▶ **Your goal**
A bare number is the only acceptable answer: how many lines of these entries include "Vaverka"?

[Stored data]
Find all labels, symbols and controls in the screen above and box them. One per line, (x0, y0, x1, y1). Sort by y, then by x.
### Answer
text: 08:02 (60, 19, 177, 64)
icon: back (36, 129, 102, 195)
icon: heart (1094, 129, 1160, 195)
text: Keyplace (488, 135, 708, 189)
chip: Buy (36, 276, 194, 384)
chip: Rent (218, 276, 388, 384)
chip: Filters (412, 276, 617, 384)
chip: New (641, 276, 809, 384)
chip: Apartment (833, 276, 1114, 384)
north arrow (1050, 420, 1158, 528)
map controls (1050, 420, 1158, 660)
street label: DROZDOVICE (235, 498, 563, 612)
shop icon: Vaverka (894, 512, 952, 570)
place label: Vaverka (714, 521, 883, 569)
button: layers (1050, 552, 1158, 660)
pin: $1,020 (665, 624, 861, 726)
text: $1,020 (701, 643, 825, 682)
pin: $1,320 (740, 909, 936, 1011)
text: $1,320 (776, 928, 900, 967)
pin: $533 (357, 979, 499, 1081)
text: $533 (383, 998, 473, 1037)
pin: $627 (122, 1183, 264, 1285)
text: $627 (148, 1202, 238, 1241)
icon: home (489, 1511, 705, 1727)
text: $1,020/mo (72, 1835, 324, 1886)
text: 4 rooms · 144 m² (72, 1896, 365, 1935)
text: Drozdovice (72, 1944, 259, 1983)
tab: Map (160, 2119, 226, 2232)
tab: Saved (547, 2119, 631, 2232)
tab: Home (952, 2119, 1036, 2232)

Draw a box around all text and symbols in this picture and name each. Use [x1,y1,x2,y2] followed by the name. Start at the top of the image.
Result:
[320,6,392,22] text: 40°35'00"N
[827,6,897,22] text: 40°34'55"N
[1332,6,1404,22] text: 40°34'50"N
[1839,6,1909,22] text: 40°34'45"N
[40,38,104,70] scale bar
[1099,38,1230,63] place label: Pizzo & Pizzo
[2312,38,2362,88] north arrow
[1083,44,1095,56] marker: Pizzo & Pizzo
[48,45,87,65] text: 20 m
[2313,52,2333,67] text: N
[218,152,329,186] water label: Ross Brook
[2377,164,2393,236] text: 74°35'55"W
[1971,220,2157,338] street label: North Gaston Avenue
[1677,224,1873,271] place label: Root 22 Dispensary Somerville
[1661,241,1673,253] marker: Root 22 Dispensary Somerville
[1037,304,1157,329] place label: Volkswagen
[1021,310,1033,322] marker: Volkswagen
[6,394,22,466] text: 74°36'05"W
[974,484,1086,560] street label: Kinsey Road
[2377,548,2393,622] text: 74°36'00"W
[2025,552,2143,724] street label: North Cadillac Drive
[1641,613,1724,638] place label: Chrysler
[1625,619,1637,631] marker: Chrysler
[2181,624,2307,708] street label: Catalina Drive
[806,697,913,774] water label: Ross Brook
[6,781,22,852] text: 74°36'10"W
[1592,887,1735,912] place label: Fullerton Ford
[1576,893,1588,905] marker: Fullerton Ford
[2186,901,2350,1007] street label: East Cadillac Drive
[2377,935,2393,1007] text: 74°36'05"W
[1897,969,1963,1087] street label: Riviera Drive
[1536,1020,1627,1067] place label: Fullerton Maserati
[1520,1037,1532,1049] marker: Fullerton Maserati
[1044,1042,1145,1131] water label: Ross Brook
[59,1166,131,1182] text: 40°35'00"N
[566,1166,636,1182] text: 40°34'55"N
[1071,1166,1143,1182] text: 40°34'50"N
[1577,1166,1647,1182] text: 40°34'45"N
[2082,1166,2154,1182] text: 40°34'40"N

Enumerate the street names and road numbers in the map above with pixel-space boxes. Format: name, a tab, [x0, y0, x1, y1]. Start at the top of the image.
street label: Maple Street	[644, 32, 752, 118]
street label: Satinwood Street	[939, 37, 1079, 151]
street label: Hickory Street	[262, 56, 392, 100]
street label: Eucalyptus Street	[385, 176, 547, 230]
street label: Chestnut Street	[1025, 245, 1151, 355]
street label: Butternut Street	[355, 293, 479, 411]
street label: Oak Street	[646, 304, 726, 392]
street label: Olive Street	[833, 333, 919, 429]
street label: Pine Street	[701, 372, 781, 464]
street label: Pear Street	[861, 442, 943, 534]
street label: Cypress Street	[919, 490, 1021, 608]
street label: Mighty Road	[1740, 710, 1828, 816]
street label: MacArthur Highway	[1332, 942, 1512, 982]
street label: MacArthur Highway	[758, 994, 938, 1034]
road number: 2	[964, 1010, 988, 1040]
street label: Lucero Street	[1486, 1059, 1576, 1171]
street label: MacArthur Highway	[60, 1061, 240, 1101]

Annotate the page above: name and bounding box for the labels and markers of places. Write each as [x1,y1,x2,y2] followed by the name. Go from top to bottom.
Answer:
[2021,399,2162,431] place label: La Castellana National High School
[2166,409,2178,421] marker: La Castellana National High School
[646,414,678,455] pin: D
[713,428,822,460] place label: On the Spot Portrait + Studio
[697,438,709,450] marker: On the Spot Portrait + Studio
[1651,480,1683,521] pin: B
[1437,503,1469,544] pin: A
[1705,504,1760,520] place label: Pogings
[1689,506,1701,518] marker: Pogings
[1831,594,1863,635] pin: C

▶ **Result**
2